# Categorical features

by: Chris Cave and Emil Larsen

(Feyn version 2.0 or newer)

## Categorical features

A feature is **categorical** if there is no clear ordering in the values the feature can take. The values a categorical feature can take are called **categories**. Below is an example dataset containing categorical features and their categories:

Country | Favourite colour | Gender | Smoker/non-smoker |
---|---|---|---|

Denmark | Red | Male | 0 |

Spain | Yellow | Female | 1 |

UK | Blue | Male | 1 |

Brazil | Green | Male | 0 |

USA | Yellow | Female | 1 |

Italy | Red | Female | 0 |

In the example above each feature does not have an obvious ordering.

`QLattice`

treats categorical features

How the Before we pass the dataset above through the `QLattice`

we need to specify the semantic types of the categoricals.

```
import feyn
import numpy as np
import pandas as pd
data = pd.DataFrame({
"Country": ["Denmark", "Spain", "UK", "Brazil", "USA", "Italy"],
"Favourite colour": ["Red", "Yellow", "Blue", "Green", "Yellow", "Red"],
"Gender": ["Male", "Female", "Male", "Male", "Female", "Female"],
"Smoker": [0,1,1,0,1,0]
})
stypes = {
'Country': 'c',
'Favourite colour': 'c',
'Gender': 'c',
}
```

After which we can pass into the `QLattice`

.

```
ql = feyn.connect_qlattice()
ql.reset(random_seed=42)
models = ql.auto_run(
data=data,
output_name="Smoker",
stypes=stypes,
n_epochs=1,
max_complexity=2
)
model = models[0]
```

Here is one graph from the output of auto run.

How has the `QLattice`

interpreted the categories of this feature as a number so it can be an input to a mathematical function?
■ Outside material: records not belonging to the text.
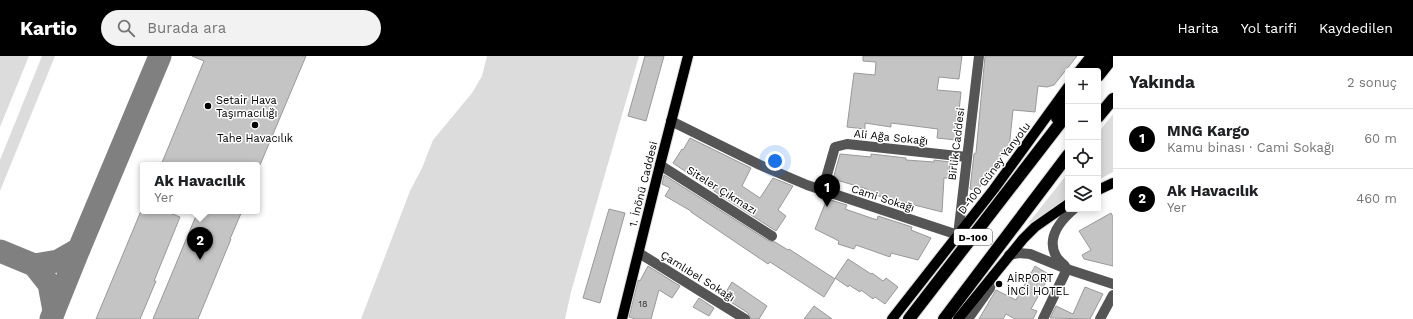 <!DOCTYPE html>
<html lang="tr">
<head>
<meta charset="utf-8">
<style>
  body { margin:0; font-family:"Work Sans",sans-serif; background:#f2f2f2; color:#202124 }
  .controls { position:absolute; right:12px; top:12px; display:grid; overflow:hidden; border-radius:4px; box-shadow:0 2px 10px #0003 }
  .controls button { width:36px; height:36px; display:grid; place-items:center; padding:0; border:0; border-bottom:1px solid #e0e0e0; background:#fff; color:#202124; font:20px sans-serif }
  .you { position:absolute; left:775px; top:105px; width:14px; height:14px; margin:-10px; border:3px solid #fff; border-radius:50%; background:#1a73e8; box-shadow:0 0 0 6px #1a73e833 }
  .badge { display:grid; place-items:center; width:26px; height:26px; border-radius:50%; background:#000; color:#fff; font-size:13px; font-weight:700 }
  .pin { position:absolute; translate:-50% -33px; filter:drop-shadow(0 1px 2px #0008) }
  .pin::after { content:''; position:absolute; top:21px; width:14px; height:12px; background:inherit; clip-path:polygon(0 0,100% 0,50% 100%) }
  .popup { position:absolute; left:140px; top:106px; width:120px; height:52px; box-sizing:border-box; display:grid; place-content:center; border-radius:4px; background:#fff; filter:drop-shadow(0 1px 3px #0005); font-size:13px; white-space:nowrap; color:#757577 }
  .popup b { font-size:15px; color:#202124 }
  .popup::after { content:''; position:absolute; left:50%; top:100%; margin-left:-8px; border:8px solid transparent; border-top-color:#fff }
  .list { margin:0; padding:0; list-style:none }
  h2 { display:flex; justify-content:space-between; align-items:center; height:52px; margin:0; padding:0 16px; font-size:17px }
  h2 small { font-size:13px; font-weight:400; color:#757577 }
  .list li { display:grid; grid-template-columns:26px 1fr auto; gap:12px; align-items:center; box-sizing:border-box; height:60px; padding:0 16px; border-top:1px solid #e0e0e0 }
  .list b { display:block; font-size:15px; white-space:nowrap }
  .list p { margin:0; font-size:13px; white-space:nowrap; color:#757577 }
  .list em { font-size:13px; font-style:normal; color:#757577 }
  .icon { flex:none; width:22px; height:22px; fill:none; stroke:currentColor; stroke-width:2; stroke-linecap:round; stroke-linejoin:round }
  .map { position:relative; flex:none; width:1113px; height:263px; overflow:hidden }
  header { display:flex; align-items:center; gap:24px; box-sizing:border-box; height:56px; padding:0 20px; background:#000; color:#fff }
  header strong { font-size:19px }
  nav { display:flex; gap:22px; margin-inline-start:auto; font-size:14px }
  .search { width:280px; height:36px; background:#f2f2f2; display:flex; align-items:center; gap:10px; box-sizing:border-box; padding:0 14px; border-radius:22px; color:#757577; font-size:15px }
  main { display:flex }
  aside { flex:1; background:#fff }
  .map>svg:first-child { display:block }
  .green { fill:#dcdcdc }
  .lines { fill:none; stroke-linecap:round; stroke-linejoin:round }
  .taxiway { stroke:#808080; stroke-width:23 }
  .building { fill:#c4c4c4; stroke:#999 }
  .major-casing { stroke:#dbdbdb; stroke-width:12 }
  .highway-casing { stroke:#dbdbdb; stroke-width:14 }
  .minor { stroke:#555; stroke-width:10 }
  .major { stroke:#000; stroke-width:10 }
  .highway { stroke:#000; stroke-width:12 }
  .poi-dot { fill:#000; stroke:#fff; stroke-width:1.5 }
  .labels { text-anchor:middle; stroke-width:3; stroke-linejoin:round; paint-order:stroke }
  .number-label { font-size:9px; fill:#313131 }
  .shield { fill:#fff; stroke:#4c4c4c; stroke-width:1 }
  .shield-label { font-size:10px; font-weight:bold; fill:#000 }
  .poi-label { font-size:11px; fill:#000; stroke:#fff; text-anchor:start }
  .street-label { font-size:11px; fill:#000; stroke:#fff }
</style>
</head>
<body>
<header>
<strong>Kartio</strong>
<div class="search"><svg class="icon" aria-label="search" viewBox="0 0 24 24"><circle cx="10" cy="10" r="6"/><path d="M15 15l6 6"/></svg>Burada ara</div>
<nav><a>Harita</a><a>Yol tarifi</a><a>Kaydedilen</a></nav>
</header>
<main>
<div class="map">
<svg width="1113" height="263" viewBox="0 0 1113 263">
  <rect width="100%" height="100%" fill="#fff"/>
  <!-- green -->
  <g class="green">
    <path d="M0 0H29L0 71Z"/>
    <path d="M42 0H55L0 135V104Z"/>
    <path d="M487 0H639L571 236 565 263H361L410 135 422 112 433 84 472 37 482 20Z"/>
    <path d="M1113 58V116L1098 124V77Z"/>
    <path d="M1068 117V141L1027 169Z"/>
  </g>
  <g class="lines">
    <!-- taxiway -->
    <g class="taxiway">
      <path d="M0 195 34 209 49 228 54 255 51 263"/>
      <path d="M34 209 58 205 79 193 160 0"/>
      <path d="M54 255 79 193"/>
    </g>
  </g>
  <!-- building -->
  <g class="building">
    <path d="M192 0H306L260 109H161L204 5Z"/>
    <path d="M645 0H664L646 65 628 60Z"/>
    <path d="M863 0H962L959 23 939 21 937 34 961 36 956 84 937 82 938 73 891 67V71L865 67V73L847 71 854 17 875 19 876 6 863 5Z"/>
    <path d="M985 0H1077L1054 29 1047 31 1038 30 1035 56 1013 54 1009 93H1005L977 135 970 133 974 98 976 97Z"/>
    <path d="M690 82 751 112 742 130 760 142 773 122 793 130 778 154 786 160 776 175 720 139 673 107 682 93 683 94Z"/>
    <path d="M840 98 871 101V98L906 102V104L934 106V104L950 106 948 122H944L942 156 867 137V133L833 123Z"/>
    <path d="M664 119 769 185 775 186 788 194 789 193 835 223 824 241 770 206 768 208 691 156V155L665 140 670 132 662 128Z"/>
    <path d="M827 143 847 149 845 153 877 164 878 160 912 171 911 174 931 182 918 204 891 197 890 201 856 189 854 193 838 188 839 185 815 173Z"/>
    <path d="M609 153 625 157 600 247 583 242Z"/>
    <path d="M141 155H165L180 161 154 225H156L140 263H96Z"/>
    <path d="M198 155H242L230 183H231L198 263H153Z"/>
    <path d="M1111 157 1113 161V210L1084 203 1082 199 1091 194 1079 175Z"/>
    <path d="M848 203 871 218 872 217 883 225 886 222 898 231 885 248 875 241 873 243 861 234 860 236 849 229 848 231 835 222Z"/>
    <path d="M648 210 680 230 672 242 659 234 651 263H635L629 261 638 224 640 225Z"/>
    <path d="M1035 210 1050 219 1031 253 1037 255 1033 263H1015L1006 258 1003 263H979L996 234 1016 244Z"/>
    <path d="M732 226 767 250 759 263H751L748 257 723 241Z"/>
    <path d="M1085 231 1103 238 1090 263 1050 262 1056 250 1073 258Z"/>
    <path d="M699 242 714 252 709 260 693 251Z"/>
    <path d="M814 250 832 263H804Z"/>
  </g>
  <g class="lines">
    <!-- major casing -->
    <g class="major-casing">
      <g id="major">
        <path d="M1079 15 1091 0"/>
        <path d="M1098 134 1113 127"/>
        <path d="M622 263 660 109 688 0"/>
        <path d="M892 263 994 133 1068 31"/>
        <path d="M958 263 1023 183 1035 171 1068 148"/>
      </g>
    </g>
    <!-- highway casing -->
    <g class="highway-casing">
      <g id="highway">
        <path d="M1089 15 1100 0"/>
        <path d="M1098 20 1113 1"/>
        <path d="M1098 61 1113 43"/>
        <path d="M1057 62 1068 45"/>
        <path d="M909 263 1068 57"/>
        <path d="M944 263 1068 99"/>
      </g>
    </g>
    <!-- minor -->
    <g class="minor">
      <path d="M671 65 760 109 807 129 958 179 979 0"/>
      <path d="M660 109 772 180"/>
      <path d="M822 136 835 91 847 88 967 101"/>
      <path d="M639 197 745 263"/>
      <path d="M1009 199 1019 197 1030 198 1067 213 1113 228"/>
      <path d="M1065 210C1062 207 1058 204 1056 200 1046 182 1061 164 1074 153"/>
      <path d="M968 263 990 232 993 220"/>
      <path d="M1043 263 1067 213"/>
      <path d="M1100 263 1113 239"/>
    </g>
    <!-- major -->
    <use href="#major" class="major"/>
    <!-- highway -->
    <use href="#highway" class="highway"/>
  </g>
  <!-- markers -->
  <g class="poi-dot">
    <circle cx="208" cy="50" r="4"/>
    <circle cx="255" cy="69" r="4"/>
    <circle cx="999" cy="228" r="4"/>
  </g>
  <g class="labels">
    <!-- number labels -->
    <g class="number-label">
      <text x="643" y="251">18</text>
    </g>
    <!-- shield labels -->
    <rect class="shield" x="954" y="173" width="38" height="16" rx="3"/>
    <g class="shield-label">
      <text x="973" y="185">D-100</text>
    </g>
    <!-- poi labels -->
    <g class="poi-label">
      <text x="216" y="48">Setair Hava<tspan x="216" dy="13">Taşımacılığı</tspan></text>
      <text x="255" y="86" text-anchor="middle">Tahe Havacılık</text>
      <text x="1007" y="226">AİRPORT<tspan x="1007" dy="13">İNCİ HOTEL</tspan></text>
    </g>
    <!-- street labels -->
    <g class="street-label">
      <text transform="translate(891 81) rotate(6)" y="4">Ali Ağa Sokağı</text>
      <text transform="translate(956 88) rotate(-83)" y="4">Birlik Caddesi</text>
      <text transform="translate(994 112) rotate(-53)" y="4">D-100 Güney Yanyolu</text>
      <text transform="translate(643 128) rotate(-76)" y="4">1. İnönü Caddesi</text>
      <text transform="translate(722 134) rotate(32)" y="4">Siteler Çıkmazı</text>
      <text transform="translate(883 142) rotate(18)" y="4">Cami Sokağı</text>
      <text transform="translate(698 220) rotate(32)" y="4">Çamlıbel Sokağı</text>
    </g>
  </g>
</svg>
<div class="controls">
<button>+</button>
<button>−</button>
<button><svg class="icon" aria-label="locate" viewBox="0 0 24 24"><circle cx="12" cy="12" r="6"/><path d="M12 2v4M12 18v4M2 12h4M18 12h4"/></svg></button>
<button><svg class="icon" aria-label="layers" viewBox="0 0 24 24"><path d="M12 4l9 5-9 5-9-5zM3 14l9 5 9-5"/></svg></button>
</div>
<div class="you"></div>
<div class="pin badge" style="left:827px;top:151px">1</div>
<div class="pin badge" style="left:200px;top:204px">2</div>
<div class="popup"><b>Ak Havacılık</b>Yer</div>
</div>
<aside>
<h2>Yakında<small>2 sonuç</small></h2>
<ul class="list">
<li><span class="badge">1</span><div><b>MNG Kargo</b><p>Kamu binası · Cami Sokağı</p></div><em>60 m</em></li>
<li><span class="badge">2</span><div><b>Ak Havacılık</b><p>Yer</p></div><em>460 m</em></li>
</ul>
</aside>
</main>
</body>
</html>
Each category is associated to a numerical value which we call its **weight**. The weight gets learnt while the model is being fitted to the data.

We can see the weights associated to each category by calling `params`

:

```
input_node = model[2]
print(f"category weights: {input_node.params['categories']}")
print(f"bias: {input_node.params['bias']}")
```

```
category weights: [
('Yellow', 0.26123558974851063),
('Blue', 0.26123554327444204),
('Red', -0.25637270012528196),
('Green', -0.25637278717475576)
]
bias: 0.12080737359066837
```

When we predict on a sample that contains a category in the list above then we first convert that category to **category_weight** + **bias**.

This value gets passed into the functions inside the model and behaves like a normal numerical value.

If there are any NaN values present for some observations in a categorical feature, then the NaN values will be interpretated as a category.